Entries taken from a collection
◆ ◆ ◆ ◆ ◆ ◆ ◆

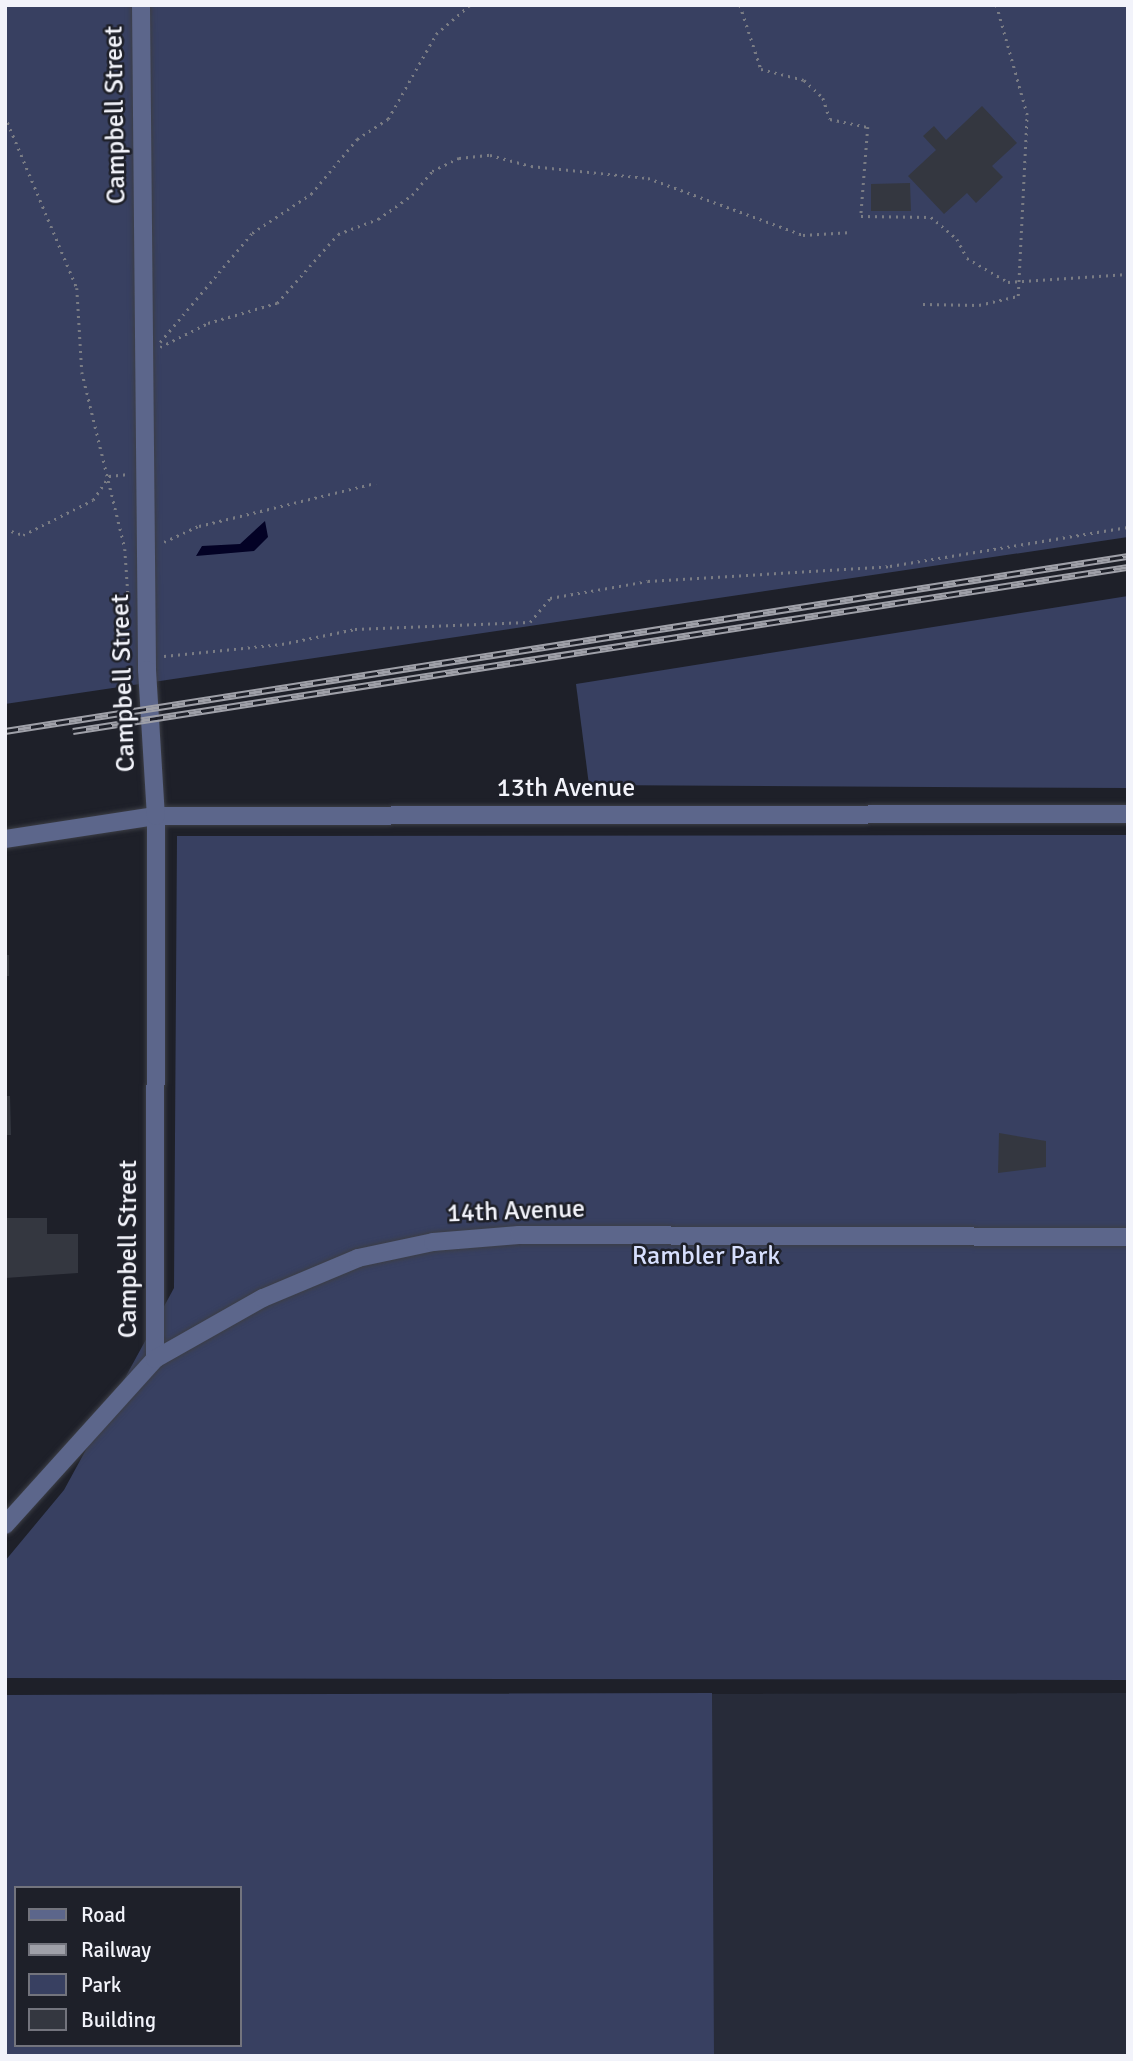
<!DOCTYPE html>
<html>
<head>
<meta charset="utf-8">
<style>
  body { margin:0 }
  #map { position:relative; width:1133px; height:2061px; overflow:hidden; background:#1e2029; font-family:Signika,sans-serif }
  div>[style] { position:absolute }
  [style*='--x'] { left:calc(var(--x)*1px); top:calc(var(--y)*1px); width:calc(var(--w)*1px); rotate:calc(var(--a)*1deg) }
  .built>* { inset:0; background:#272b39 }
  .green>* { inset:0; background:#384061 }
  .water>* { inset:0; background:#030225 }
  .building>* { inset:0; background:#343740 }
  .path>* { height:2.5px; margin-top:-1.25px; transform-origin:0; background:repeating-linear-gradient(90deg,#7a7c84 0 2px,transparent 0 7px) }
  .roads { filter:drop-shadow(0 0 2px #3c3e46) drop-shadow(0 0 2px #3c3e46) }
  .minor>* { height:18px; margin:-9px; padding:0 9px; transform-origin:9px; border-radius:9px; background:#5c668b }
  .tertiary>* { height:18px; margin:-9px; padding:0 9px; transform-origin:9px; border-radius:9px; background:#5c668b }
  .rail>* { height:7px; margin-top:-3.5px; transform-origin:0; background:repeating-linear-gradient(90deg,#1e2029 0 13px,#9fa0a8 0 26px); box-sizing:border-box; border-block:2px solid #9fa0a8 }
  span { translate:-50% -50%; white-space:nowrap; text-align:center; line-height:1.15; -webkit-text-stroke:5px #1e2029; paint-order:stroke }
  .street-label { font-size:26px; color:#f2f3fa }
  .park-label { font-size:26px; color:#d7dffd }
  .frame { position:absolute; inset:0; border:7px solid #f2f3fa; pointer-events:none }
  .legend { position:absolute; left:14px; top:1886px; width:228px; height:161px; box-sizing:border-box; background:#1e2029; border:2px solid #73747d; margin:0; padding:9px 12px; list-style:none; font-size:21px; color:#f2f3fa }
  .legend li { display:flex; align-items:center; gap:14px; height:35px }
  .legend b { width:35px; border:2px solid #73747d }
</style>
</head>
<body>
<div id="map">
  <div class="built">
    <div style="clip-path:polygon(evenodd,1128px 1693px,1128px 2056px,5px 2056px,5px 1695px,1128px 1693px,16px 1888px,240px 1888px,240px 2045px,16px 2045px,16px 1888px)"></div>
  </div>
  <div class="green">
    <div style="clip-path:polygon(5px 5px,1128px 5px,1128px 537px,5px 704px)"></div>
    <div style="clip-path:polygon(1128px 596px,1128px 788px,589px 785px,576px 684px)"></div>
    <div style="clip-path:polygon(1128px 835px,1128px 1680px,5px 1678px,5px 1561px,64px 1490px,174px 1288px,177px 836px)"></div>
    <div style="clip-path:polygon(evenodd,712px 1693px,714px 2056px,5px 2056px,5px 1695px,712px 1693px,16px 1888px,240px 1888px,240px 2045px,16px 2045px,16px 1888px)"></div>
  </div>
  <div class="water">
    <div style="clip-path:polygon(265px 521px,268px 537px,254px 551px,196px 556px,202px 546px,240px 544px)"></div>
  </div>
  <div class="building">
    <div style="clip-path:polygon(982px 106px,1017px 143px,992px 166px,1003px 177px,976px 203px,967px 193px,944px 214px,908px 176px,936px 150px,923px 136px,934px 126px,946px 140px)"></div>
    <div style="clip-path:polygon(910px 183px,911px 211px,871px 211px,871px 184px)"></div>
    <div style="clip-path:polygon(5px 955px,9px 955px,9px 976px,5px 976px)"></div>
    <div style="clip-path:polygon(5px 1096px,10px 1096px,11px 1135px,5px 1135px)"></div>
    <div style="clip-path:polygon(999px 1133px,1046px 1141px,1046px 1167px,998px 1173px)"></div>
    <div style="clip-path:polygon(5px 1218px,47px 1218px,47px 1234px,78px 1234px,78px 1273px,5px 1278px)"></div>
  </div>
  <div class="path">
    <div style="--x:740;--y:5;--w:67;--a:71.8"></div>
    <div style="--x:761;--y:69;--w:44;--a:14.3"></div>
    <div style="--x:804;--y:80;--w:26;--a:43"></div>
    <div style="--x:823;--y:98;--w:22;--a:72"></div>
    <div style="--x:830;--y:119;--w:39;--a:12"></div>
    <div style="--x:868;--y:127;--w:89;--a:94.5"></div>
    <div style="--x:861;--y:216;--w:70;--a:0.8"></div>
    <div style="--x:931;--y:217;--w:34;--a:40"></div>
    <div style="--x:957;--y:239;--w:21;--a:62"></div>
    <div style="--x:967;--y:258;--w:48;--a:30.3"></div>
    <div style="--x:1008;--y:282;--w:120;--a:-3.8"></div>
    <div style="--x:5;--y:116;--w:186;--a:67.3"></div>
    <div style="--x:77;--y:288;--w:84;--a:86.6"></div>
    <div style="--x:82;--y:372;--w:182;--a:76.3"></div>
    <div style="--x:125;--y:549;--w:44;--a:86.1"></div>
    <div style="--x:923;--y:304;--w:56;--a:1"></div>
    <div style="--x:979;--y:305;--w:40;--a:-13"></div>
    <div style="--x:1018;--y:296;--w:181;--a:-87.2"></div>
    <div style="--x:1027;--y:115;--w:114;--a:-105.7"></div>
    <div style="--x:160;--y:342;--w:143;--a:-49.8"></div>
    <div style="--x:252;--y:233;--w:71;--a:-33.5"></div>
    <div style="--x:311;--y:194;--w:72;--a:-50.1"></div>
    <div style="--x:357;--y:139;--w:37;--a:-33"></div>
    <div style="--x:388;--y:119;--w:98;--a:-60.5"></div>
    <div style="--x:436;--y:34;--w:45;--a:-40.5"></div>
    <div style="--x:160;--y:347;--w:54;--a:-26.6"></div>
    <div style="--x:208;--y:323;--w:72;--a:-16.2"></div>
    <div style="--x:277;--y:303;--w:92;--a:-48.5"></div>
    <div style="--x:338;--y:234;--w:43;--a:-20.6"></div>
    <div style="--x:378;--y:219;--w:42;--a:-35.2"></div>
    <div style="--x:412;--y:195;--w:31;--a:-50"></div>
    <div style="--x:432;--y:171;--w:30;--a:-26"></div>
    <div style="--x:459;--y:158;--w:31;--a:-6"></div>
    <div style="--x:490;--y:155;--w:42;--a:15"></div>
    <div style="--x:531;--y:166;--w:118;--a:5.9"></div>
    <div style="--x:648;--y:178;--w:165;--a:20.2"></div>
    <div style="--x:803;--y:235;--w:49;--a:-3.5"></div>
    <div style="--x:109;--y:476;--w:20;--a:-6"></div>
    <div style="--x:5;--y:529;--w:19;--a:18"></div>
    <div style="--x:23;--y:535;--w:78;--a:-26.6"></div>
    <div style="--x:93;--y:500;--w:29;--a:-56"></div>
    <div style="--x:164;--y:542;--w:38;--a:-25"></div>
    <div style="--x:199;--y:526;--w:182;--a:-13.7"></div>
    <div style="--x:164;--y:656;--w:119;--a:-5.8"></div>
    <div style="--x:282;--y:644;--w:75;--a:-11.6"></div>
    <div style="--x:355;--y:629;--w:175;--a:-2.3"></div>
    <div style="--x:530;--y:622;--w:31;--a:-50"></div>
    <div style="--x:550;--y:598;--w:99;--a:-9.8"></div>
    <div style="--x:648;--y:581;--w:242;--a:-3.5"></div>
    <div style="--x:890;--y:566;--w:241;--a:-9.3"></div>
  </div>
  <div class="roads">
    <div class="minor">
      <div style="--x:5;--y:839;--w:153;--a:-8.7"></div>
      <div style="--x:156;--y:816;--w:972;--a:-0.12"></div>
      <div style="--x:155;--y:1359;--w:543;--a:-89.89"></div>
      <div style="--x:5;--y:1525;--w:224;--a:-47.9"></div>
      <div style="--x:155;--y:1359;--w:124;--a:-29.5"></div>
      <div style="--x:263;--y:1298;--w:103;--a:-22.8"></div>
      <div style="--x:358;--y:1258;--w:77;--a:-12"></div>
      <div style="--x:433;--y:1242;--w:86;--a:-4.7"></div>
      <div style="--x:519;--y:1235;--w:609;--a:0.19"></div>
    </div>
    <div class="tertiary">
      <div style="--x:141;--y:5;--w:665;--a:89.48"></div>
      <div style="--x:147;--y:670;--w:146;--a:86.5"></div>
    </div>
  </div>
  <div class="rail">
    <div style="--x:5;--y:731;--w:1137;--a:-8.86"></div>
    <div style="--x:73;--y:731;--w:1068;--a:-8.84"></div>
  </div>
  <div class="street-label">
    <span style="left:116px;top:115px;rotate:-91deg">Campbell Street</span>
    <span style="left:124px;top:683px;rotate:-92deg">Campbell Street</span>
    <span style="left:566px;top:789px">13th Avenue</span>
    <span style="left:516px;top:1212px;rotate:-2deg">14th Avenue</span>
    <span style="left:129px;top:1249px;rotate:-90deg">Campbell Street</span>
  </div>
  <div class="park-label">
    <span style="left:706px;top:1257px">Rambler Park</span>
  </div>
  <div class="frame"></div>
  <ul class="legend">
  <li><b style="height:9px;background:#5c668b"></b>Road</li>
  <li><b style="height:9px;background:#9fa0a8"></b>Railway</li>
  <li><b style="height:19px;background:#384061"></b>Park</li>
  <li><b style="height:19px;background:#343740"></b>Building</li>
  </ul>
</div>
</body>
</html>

◆ ◆ ◆ ◆ ◆ ◆ ◆

**DIRECTIONS:**
Please transcribe exactly the lines from the start of the records through the line containing "filter:drop-shadow(0 0 2px", leaving the pictures out.

**RESULT:**
<!DOCTYPE html>
<html>
<head>
<meta charset="utf-8">
<style>
  body { margin:0 }
  #map { position:relative; width:1133px; height:2061px; overflow:hidden; background:#1e2029; font-family:Signika,sans-serif }
  div>[style] { position:absolute }
  [style*='--x'] { left:calc(var(--x)*1px); top:calc(var(--y)*1px); width:calc(var(--w)*1px); rotate:calc(var(--a)*1deg) }
  .built>* { inset:0; background:#272b39 }
  .green>* { inset:0; background:#384061 }
  .water>* { inset:0; background:#030225 }
  .building>* { inset:0; background:#343740 }
  .path>* { height:2.5px; margin-top:-1.25px; transform-origin:0; background:repeating-linear-gradient(90deg,#7a7c84 0 2px,transparent 0 7px) }
  .roads { filter:drop-shadow(0 0 2px #3c3e46) drop-shadow(0 0 2px #3c3e46) }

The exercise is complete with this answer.